Here are my top 4 training myths that hold you back from achieving your best body, debunked:
Myth #1: If fat loss is your goal and you don’t have time for weights and cardio, you should just do cardio.
Because resistance training is such an effective tool for health, fitness, and anti-aging, it is the one sort of training that you should never compromise on. Weight training can help you lose weight, gain strength, and maintain or enhance your lean body mass.
Cardio alone is incapable of accomplishing this. Weight training is what separates someone who is an ideal weight but has an average-looking body from someone who seems trim and sculpted like a fitness model. When you have time, incorporate weightlifting and cardio into your routine. When time is short, always put the weights first. With that said, please allow me to take a moment to stand on my soapbox and discuss time.
Myth #2: You should lose all the fat first, then start weight training later.
Individuals who are extremely obese may need to prioritize nutrition at first if they are not yet very mobile. However, if you are physically capable of exercising safely, you will experience incredible benefits from beginning a weight-training program, even if you still have a significant amount of fat to lose.
Almost anyone can begin with walking for cardio and simple lifts for strength. It’s never too early to establish healthy habits.
While it is true that you can lose weight through diet and cardio or even through diet alone, many people who do so discover they are not as happy with their bodies as they anticipated.
Myth #3: You have to join a gym to get good results.

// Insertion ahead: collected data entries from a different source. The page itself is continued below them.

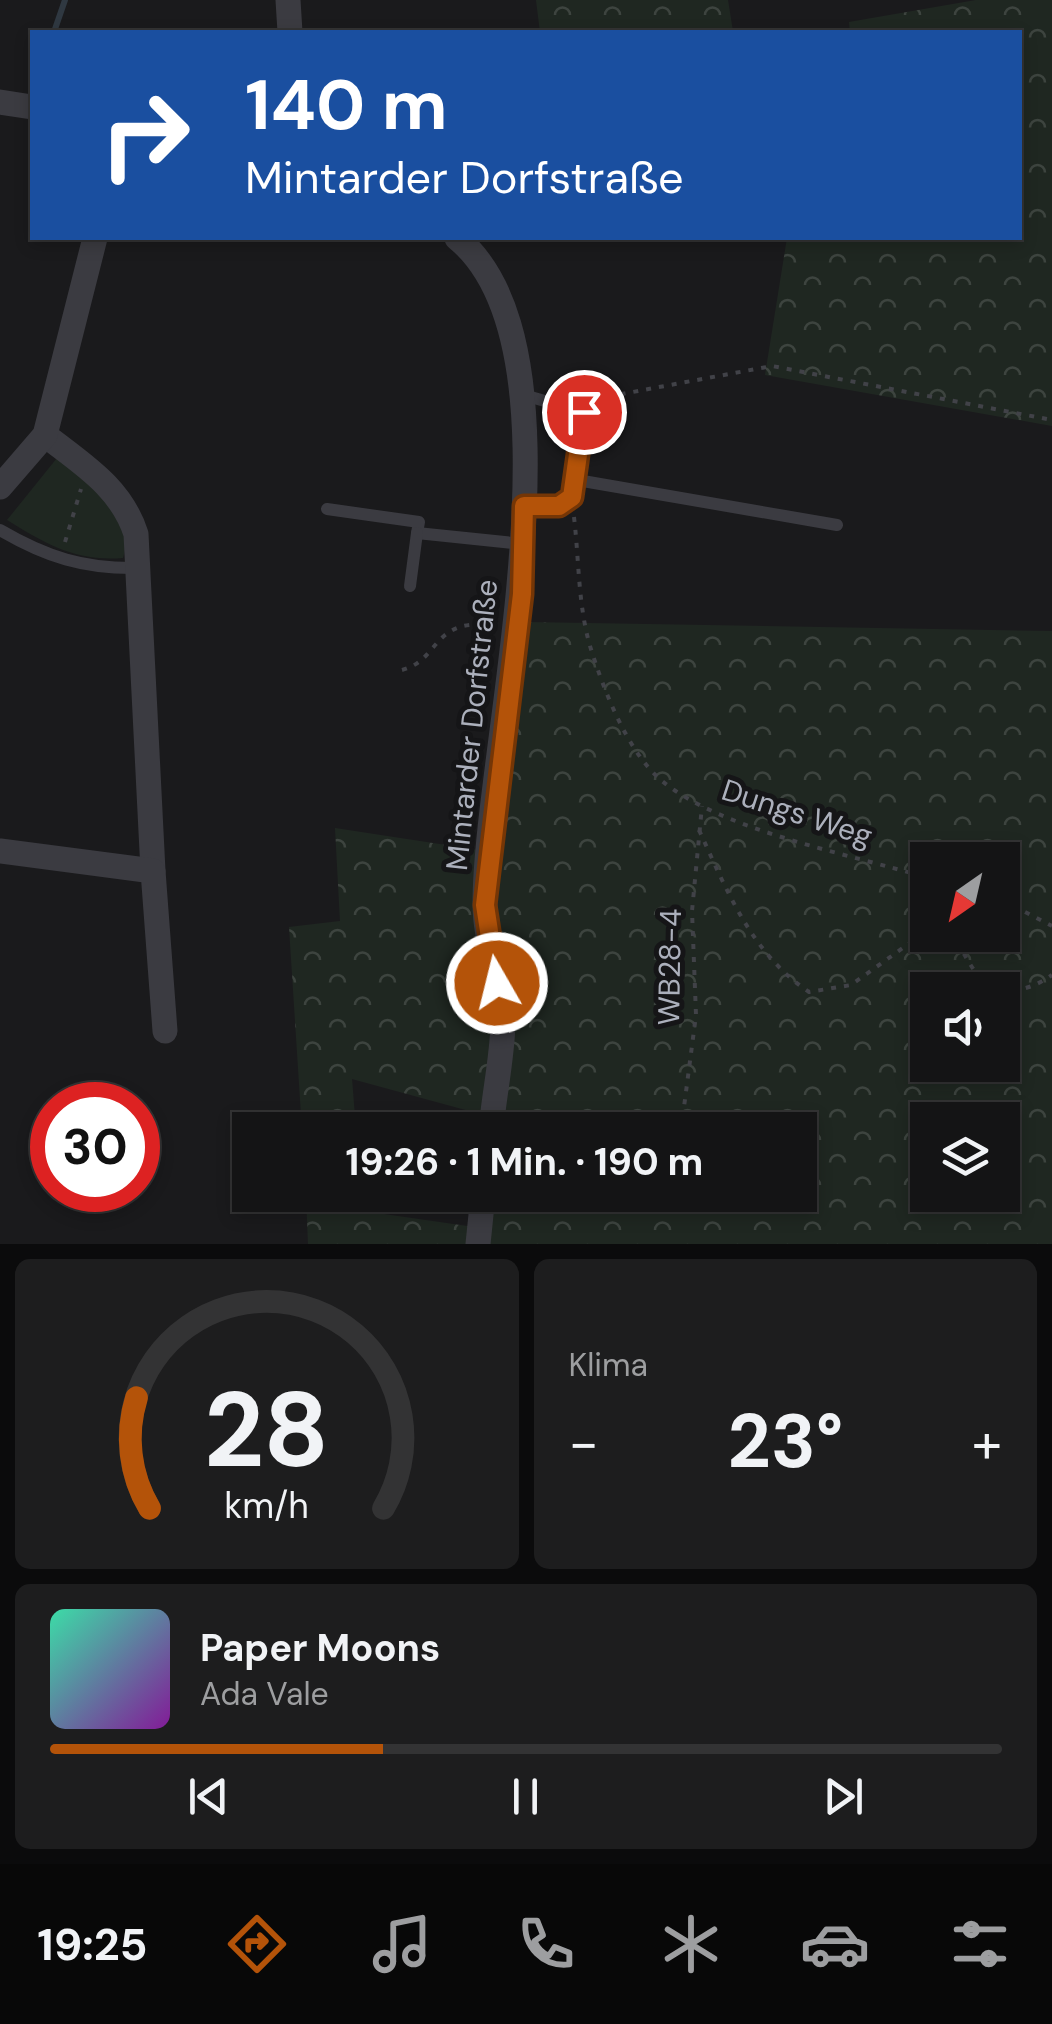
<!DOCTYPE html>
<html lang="de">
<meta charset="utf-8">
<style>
:root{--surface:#141415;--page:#1d1d1e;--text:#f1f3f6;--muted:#9d9ea0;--line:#333334;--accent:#b45309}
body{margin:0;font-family:"DM Sans",sans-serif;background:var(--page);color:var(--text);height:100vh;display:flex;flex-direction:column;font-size:38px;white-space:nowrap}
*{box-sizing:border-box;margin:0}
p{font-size:32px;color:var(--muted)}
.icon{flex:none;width:55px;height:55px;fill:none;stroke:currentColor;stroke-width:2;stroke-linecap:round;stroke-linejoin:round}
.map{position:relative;height:1244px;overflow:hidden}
.drawer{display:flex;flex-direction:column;gap:15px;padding:15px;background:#0b0b0c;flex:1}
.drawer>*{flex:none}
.hud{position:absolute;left:30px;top:30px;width:992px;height:210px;border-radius:0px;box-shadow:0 5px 15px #0003,0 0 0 2px var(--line);background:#1a4fa0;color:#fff;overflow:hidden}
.needle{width:65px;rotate:214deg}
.controls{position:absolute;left:910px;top:842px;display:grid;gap:20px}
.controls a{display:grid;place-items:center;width:110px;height:110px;border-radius:0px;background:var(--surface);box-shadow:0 5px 15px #0003,0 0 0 2px var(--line);font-size:50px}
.speed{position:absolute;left:30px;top:1082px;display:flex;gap:20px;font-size:50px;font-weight:700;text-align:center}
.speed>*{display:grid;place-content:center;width:130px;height:130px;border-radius:50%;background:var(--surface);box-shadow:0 5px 15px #0003,0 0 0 2px var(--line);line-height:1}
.speed .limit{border:15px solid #d22;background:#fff;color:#111}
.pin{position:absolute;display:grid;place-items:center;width:85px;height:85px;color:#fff;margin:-42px;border:5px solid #fff;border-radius:50%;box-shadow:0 2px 10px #0007}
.me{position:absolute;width:110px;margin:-55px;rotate:352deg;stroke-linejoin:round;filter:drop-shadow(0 0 8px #0008)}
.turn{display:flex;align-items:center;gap:35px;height:210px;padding:0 50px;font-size:45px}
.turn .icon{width:130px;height:130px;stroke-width:2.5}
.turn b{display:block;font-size:70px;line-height:85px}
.big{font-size:75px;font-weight:700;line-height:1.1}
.drawer .tile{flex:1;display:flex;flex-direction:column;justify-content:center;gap:15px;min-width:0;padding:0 35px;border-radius:15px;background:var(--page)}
.drawer .dial{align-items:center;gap:0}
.dial svg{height:260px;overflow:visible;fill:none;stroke:var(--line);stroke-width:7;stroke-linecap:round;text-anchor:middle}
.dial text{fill:var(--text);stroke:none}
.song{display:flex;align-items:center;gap:30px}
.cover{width:120px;height:120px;border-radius:15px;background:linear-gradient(135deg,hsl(160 70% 55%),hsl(290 70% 35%))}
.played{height:10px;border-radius:5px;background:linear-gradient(90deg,var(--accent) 35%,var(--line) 35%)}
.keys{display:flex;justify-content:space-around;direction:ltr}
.heat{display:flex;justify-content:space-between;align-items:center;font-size:55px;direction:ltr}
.drawer .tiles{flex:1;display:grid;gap:15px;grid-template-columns:1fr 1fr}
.tile:last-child{grid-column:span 2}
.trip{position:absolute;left:232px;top:1112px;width:585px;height:100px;border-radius:0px;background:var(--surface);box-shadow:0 5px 15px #0003,0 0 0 2px var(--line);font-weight:700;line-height:100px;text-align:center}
.menu{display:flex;height:160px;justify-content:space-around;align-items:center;background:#080808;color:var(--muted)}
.menu .icon{width:70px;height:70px}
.menu .selected{color:var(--accent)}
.menu b{font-size:45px;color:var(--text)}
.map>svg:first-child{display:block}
.grass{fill:#1f2721}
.forest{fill:url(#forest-crowns);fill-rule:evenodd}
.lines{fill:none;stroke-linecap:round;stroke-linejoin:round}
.stream{stroke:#2f3841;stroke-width:6}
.path{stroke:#414248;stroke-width:4;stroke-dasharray:5 8;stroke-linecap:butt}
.lane{stroke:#3b3b41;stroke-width:12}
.street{stroke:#3b3b41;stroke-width:25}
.route-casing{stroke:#753606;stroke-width:25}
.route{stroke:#b45309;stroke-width:18}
.labels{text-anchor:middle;stroke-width:10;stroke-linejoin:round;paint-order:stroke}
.street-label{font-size:30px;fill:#acb0bc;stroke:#151517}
</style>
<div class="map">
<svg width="1052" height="1244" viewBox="0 0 1052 1244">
<defs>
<pattern id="forest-crowns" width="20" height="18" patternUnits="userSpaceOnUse" patternTransform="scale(2.5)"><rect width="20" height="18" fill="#1f2721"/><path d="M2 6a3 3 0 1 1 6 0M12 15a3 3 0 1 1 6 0" fill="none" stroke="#3d443f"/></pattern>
</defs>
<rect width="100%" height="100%" fill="#1a1a1c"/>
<path class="grass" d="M57,458C86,480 138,514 123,558C76,562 46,544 7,520Z"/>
<g class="forest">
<polygon points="536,0 728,0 733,32 540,32"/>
<polygon points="976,0 1052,0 1052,426 765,375 787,238 1020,238 1020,32 850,32 849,22"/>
<path d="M525,622L1052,631V1244H308L306,1195H361L363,1211L488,1229L492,1195H800V1130H499L484,1115L352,1079L356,1130H302L289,927L340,921L335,828L485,851ZM928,860H1002V935H928ZM928,990H1002V1065H928ZM928,1120H1002V1195H928Z"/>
</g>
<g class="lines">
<polyline class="stream" points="54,32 65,0"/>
<g class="path">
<polyline points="595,399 772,366 1052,420"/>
<path d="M574,517C579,559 578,605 590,646C603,688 627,752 662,781C723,831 850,854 928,878"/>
<polyline points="65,542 81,489"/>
<path d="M402,670C440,660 432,619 489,625"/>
<path d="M699,830C727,891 752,954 809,992L851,985L928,930"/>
<polyline points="1002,900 1052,926"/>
<path d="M946,935C964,946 966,963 980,977C1002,999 1031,990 1052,975"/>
<polyline points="681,1130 696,1015 692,911 702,806"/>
</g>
<g class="lane">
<polyline points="520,394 584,412 572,497 559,506 524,506"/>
<polyline points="577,480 837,525"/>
<polyline points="327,509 419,522 417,533 523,544"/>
<path d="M0,530C46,557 84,569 138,568"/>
<polyline points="410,586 417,533"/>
</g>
<g class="street">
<polyline points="288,0 290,32"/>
<polyline points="0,102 32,107"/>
<path d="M457,238C592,349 485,747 485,904C485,944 503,984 503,1024C502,1059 494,1095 491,1130"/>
<path d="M45,435C82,464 121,487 136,534L153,871"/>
<polyline points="0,487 45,435 95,238"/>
<polyline points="0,851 153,871 165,1031"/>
<polyline points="478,1244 483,1195"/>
</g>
</g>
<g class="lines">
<defs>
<polyline id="route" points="497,983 485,905 522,594 524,506 559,506 572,497 584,412"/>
</defs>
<use href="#route" class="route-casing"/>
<use href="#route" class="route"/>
</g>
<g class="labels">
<g class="street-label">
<text transform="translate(472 725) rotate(-84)" y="10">Mintarder Dorfstraße</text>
<text transform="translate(797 813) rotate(18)" y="10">Dungs Weg</text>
<text transform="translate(670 967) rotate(-89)" y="10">WB28-4</text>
</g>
</g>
</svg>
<div class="controls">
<a><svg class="needle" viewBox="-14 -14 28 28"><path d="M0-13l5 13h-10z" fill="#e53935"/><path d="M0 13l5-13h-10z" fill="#9d9ea0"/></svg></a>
<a><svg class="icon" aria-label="sound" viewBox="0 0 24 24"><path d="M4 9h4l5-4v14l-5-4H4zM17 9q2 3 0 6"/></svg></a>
<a><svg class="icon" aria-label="layers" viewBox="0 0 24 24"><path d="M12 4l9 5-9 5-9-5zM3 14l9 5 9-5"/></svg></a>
</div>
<div class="speed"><div class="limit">30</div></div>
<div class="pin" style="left:584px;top:412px;background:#d93025"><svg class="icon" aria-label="arrive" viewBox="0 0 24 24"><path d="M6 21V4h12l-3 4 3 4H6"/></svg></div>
<svg class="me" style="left:497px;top:983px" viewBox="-20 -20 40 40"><circle r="17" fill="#b45309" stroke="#fff" stroke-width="3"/><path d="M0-11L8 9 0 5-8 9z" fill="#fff"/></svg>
<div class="trip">19:26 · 1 Min. · 190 m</div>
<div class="hud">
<div class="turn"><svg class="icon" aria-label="right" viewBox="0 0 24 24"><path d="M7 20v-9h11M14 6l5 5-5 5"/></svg><div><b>140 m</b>Mintarder Dorfstraße</div></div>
</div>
</div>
<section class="drawer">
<div class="tiles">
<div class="tile dial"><svg viewBox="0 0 100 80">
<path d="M14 69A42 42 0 1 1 86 69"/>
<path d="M14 69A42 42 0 0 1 10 35" stroke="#b45309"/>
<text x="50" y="56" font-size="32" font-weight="700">28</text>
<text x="50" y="72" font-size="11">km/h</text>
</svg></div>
<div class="tile"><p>Klima</p>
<div class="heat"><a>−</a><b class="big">23°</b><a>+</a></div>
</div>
<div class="tile">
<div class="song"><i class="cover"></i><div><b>Paper Moons</b><p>Ada Vale</p></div></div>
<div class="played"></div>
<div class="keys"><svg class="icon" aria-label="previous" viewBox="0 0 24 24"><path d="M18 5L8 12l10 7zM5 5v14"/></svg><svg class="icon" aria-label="pause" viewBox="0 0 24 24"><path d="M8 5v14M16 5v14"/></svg><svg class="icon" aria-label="next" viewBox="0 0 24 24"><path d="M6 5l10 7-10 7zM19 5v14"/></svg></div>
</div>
</div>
</section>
<nav class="menu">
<b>19:25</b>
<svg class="icon selected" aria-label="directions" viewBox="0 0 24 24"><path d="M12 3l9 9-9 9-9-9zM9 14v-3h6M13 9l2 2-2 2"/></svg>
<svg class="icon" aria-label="music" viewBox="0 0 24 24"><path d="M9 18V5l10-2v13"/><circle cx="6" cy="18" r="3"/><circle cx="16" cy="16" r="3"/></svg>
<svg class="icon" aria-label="phone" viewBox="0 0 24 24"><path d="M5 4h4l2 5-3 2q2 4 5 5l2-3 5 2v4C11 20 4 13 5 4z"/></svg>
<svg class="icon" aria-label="climate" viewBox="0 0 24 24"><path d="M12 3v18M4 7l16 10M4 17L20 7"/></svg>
<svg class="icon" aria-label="car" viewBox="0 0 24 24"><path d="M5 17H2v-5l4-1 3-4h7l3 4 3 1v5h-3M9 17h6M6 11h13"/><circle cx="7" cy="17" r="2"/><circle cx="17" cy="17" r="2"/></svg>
<svg class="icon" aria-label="filters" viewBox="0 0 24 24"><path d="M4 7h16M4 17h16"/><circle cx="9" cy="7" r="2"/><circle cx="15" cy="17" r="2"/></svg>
</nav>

The best location for training is wherever you can obtain the most effective workouts and perform them consistently. I began working on machines similar to those advertised on late-night infomercials.
Myth #4: If you lift weights, you’ll get bulky or look like a bodybuilder.
Most natural weightlifters would like to have larger muscles, but we’re still working on it years later due to the slow and difficult process of muscle gain.
Beginners can easily gain muscle at first, but their progress quickly slows. Only the most genetically gifted have an easy time gaining muscle.
Adding muscle mass is even more difficult for women, who have lower testosterone levels. Despite constant reassurance, many women are still concerned about becoming too big or bulky. I believe this fear comes from how people perceive professional bodybuilders. It’s easy to convince yourself that lifting weights will make you big and bulky if you associate lifting with professional bodybuilders.
That being said, even if you have amazing genetics, you are unlikely to wake up one day and discover that you have sprouted new muscle overnight.
I hope this article about most common training myths is helpful and helps you moving forward!